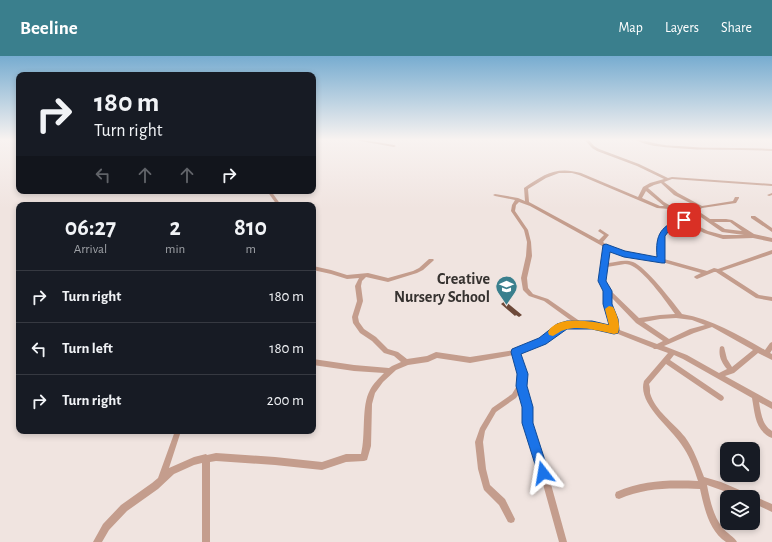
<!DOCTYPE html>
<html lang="en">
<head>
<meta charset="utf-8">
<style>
  body { margin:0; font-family:"Alegreya Sans",sans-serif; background:#20242c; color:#f1f3f6; height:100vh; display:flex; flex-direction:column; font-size:15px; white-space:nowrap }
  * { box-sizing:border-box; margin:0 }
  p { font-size:13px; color:#9ea1a6 }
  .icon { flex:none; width:22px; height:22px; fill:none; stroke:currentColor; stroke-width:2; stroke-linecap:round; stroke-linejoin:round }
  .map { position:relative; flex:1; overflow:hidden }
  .side { position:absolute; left:16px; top:146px; width:300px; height:232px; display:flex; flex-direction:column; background:#171b24; border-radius:8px; box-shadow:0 2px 6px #0003 }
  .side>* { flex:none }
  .guide { position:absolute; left:16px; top:16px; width:300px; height:122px; border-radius:8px; box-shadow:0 2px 6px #0003; background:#171b24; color:#f1f3f6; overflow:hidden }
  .buttons { position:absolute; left:720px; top:386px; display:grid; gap:8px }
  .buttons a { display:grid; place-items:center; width:40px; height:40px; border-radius:8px; background:#171b24; box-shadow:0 2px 6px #0003; font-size:20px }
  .pin { position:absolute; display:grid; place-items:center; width:34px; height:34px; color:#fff; margin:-17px; border-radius:8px; box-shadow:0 2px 6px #0006 }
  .me { position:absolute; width:44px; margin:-22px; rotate:346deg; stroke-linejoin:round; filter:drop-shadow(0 0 3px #0008) }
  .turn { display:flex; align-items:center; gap:14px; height:84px; padding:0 12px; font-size:18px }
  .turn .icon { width:52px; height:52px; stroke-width:2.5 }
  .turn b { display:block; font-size:28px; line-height:34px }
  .lanes { display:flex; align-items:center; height:38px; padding:0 12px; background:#0003; justify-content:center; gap:20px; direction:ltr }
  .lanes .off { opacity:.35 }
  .eta { display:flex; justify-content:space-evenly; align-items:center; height:68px; text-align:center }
  .eta b { font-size:24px; font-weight:700; line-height:28px }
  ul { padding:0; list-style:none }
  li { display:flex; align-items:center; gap:12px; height:52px; padding:0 12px; border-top:1px solid #363941 }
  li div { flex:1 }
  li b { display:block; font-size:15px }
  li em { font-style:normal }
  header { display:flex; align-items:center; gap:24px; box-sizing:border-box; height:56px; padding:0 20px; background:#3a7f8d; color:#fff }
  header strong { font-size:19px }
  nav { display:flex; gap:22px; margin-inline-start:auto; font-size:14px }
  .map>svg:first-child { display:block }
  .building { fill:#6d4939 }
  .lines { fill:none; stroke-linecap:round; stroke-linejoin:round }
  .minor { fill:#c49d8d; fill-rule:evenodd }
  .route { fill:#1a73e8; stroke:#114b97 }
  .slow { fill:#f59e0b }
  .labels { text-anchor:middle; stroke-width:4; stroke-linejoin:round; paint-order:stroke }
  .poi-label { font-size:16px; font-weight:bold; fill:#363230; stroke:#f0e4e0; text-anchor:end }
</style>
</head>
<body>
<header>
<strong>Beeline</strong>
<nav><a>Map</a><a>Layers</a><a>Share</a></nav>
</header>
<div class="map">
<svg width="772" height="486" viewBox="0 0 772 486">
  <rect width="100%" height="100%" fill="#f0e4e0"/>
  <!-- building -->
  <polygon class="building" points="505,245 522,259 519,261 516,259 515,260 501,248"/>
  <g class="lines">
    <!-- minor -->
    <g class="minor">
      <polygon points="358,84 364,84 394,89 396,90 394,91 360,85"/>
      <path d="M585,84H589L594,90L599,93L639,108L668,122L672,121L772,128V130L672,123L664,126L678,137L702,150L733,145L735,141H739V142L736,147L702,152L698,155L710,163H726L732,164L754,178L772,182V186L753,182L723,183L704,177L683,166C661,179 661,177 664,203L707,215L714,212L718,213L772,194V198L722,215L759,239L772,241V245L756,242L716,216H714L697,223L695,222L694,221L695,220L701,217L662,206L624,200L608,194V207C616,206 625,203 633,206C646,211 672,245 682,258C712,263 738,279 765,294L770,287L772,286V294L770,297L772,298V304L758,297L734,317L725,320L772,346V353L759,346C761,357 762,369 772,375V382C755,375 755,358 752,342L683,303L674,299L670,304L723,340L724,342L723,344L721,345L719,344L666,308L649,328C650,331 650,334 650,337C655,355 674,367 685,381C694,393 699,408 704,421L721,426L772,448V456L753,447V441H739L721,434L707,429C710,444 713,459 722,471C726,477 735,481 737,486H726C709,475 704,451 700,433C670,432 647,431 619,443L616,442L615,439L616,436C644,424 668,424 698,425C694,412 689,399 681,388C670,371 637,347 644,325L668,297L657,293H654L653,292L613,276L592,271L574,270L562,273L544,287L519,297L525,318L524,329L530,347V367L544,403L567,486H559L536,403L524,367V347L520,336L516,342L496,356L485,375L483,386L486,413L490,429L505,443L515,463L514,466L511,467L508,466L499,449L484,434L483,431L478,413L475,386L480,372L492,352L512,338L518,328L519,318L514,299L470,307L437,302L428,306L408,309L396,314L383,326L375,337L372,348L371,390L367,404L364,405L346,406L322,414L275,409L216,405L210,406V486H202V407L194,409L174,418L158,433L127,455L109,474L102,486H93L103,468L121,449L152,427L158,422L175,375H181L169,412L194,401L206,398L207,399L216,397L275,401L322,406L346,398H361C366,379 361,350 370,334C373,328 379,322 384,317L354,315L313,309V303L354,309L389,312L392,310L401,306L394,300L384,297L372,285L360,277L353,267L352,261L357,245L355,230L359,222L347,223L331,218L313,214V210L331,214L347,219L368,217L388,222L413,215L419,212L429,203H433L434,204L433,205L423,214L417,217L388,226L366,221L362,225L361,230L363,245L358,261L359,266L364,273L376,281L388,293L398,296L407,303L427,300L436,296L470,301L515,294L540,283L558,269L573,266L544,245L529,240L523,234L521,222L526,200L527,186L524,174L511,155L512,149L515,144L495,140L493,139L495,138L518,142L525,145L524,132C544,118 557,110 581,117L638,141L643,131L650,127L664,123L637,110L597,95L592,92ZM559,117H572L579,119L657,152L669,153L683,162C661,177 656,172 659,202L625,196L608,190L603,186L609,179L600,173L598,175L604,179L599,184L529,146L528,133L546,122ZM661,127L674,139L698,151L686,159L664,146L648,132L654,129ZM646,135L664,150H660L642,142ZM519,146L530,150L604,191L603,202L599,225L605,235V248L610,263L611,271L592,267L581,266L548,243L533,238L528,232L527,222L532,200L531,186L528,174L515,155L516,149ZM695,157L722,176L744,179H723L708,175L686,164L689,163ZM714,166H730L742,175L725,173ZM625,208C628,208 631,209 634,211C648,220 665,244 675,258L660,259L639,262L610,234L605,225L607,211ZM611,241L636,267L663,285L657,288L617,273L616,263L611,248ZM676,262L692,264L705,269L690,273L669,283L644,266L660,263ZM712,271L753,294L732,311L727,303L724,291L722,290L720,291C718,300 722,307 727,313L719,317L687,299L664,290L694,277Z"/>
      <path d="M636,84C642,83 648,86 654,87C662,89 670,90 679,90C710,93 741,91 772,93V95C740,93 708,95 675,92C663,91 647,90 636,84Z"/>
      <polygon points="195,135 199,135 196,137 194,136"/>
      <polygon points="267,135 271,135 281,149 277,149"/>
      <polygon points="772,137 772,139 769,140 767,139"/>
      <polygon points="751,160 755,160 772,172 772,176 751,162"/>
    </g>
  </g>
  <!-- sky -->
  <linearGradient id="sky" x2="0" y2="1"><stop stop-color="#77acd0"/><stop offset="0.55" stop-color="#f8f3f1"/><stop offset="1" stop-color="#f8f3f1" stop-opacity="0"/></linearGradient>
  <rect width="772" height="152" fill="url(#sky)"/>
  <!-- route -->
  <path class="route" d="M684,162L687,164L686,166L668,176L665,180V207H662L624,201L610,196L606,225L612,235V248L618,263L619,274L618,277L614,278L592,273H567L546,288L521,298L528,318L527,330L533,351V367L549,417L547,421L543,423L539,421L522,367V351L516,330L517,318L511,296L512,293L539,282L557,268L567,265H592L609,269L603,248V235L598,225L603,189L606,188L625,195L657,201C655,178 661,169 684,162Z"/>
  <!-- slow -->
  <path class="slow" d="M609,250L613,251C617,258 621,269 618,277L614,278C598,275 580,269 564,274C560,275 557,278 553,280L549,279L548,276C557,258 594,266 609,269L605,253Z"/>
  <!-- icons -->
  <defs>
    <symbol id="school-pin" viewBox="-11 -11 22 30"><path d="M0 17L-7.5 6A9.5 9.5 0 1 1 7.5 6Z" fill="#3a7f8d" stroke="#f0e4e0"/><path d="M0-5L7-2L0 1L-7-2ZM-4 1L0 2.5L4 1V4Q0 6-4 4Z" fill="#fff"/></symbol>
  </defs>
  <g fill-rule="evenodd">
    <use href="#school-pin" x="494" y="218" width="25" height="34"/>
  </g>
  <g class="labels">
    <!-- poi labels -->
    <g class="poi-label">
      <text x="490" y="228">Creative<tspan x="490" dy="18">Nursery School</tspan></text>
    </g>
  </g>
</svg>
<div class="buttons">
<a><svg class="icon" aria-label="search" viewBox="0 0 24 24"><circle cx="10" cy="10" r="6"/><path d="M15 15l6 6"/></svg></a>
<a><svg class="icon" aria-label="layers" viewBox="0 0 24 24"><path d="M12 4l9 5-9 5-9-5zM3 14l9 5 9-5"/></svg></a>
</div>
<div class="pin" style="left:684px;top:164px;background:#d93025"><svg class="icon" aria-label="arrive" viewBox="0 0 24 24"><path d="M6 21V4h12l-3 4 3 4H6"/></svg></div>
<svg class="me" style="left:543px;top:417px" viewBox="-20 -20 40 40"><path d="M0-17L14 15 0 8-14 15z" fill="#1a73e8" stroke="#fff" stroke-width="4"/></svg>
<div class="guide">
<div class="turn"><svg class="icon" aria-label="right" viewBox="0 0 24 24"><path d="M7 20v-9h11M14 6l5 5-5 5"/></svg><div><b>180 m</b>Turn right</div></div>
<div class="lanes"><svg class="icon off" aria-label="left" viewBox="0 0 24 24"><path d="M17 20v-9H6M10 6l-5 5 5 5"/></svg><svg class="icon off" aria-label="ahead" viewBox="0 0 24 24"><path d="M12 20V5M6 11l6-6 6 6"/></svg><svg class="icon off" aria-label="ahead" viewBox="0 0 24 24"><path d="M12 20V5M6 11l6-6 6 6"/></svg><svg class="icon" aria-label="right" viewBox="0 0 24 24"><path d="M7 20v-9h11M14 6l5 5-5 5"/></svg></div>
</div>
<section class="side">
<div class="eta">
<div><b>06:27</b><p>Arrival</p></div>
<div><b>2</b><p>min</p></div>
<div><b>810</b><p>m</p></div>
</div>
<ul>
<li><svg class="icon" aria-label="right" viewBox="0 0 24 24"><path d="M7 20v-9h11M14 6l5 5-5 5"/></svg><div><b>Turn right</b></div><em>180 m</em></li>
<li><svg class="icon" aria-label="left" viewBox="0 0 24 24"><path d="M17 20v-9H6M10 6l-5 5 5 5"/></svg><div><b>Turn left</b></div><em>180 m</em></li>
<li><svg class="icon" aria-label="right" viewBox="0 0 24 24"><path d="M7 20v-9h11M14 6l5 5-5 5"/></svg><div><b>Turn right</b></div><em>200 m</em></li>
</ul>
</section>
</div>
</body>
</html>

**INSTRUCTIONS TO FOLLOW:**
Once the line that contains "21V4h12l-3 4 3" is found, please give it again exactly, along with each line that comes after it, through the last line of the entries.

**EXERCISE RESPONSE:**
<div class="pin" style="left:684px;top:164px;background:#d93025"><svg class="icon" aria-label="arrive" viewBox="0 0 24 24"><path d="M6 21V4h12l-3 4 3 4H6"/></svg></div>
<svg class="me" style="left:543px;top:417px" viewBox="-20 -20 40 40"><path d="M0-17L14 15 0 8-14 15z" fill="#1a73e8" stroke="#fff" stroke-width="4"/></svg>
<div class="guide">
<div class="turn"><svg class="icon" aria-label="right" viewBox="0 0 24 24"><path d="M7 20v-9h11M14 6l5 5-5 5"/></svg><div><b>180 m</b>Turn right</div></div>
<div class="lanes"><svg class="icon off" aria-label="left" viewBox="0 0 24 24"><path d="M17 20v-9H6M10 6l-5 5 5 5"/></svg><svg class="icon off" aria-label="ahead" viewBox="0 0 24 24"><path d="M12 20V5M6 11l6-6 6 6"/></svg><svg class="icon off" aria-label="ahead" viewBox="0 0 24 24"><path d="M12 20V5M6 11l6-6 6 6"/></svg><svg class="icon" aria-label="right" viewBox="0 0 24 24"><path d="M7 20v-9h11M14 6l5 5-5 5"/></svg></div>
</div>
<section class="side">
<div class="eta">
<div><b>06:27</b><p>Arrival</p></div>
<div><b>2</b><p>min</p></div>
<div><b>810</b><p>m</p></div>
</div>
<ul>
<li><svg class="icon" aria-label="right" viewBox="0 0 24 24"><path d="M7 20v-9h11M14 6l5 5-5 5"/></svg><div><b>Turn right</b></div><em>180 m</em></li>
<li><svg class="icon" aria-label="left" viewBox="0 0 24 24"><path d="M17 20v-9H6M10 6l-5 5 5 5"/></svg><div><b>Turn left</b></div><em>180 m</em></li>
<li><svg class="icon" aria-label="right" viewBox="0 0 24 24"><path d="M7 20v-9h11M14 6l5 5-5 5"/></svg><div><b>Turn right</b></div><em>200 m</em></li>
</ul>
</section>
</div>
</body>
</html>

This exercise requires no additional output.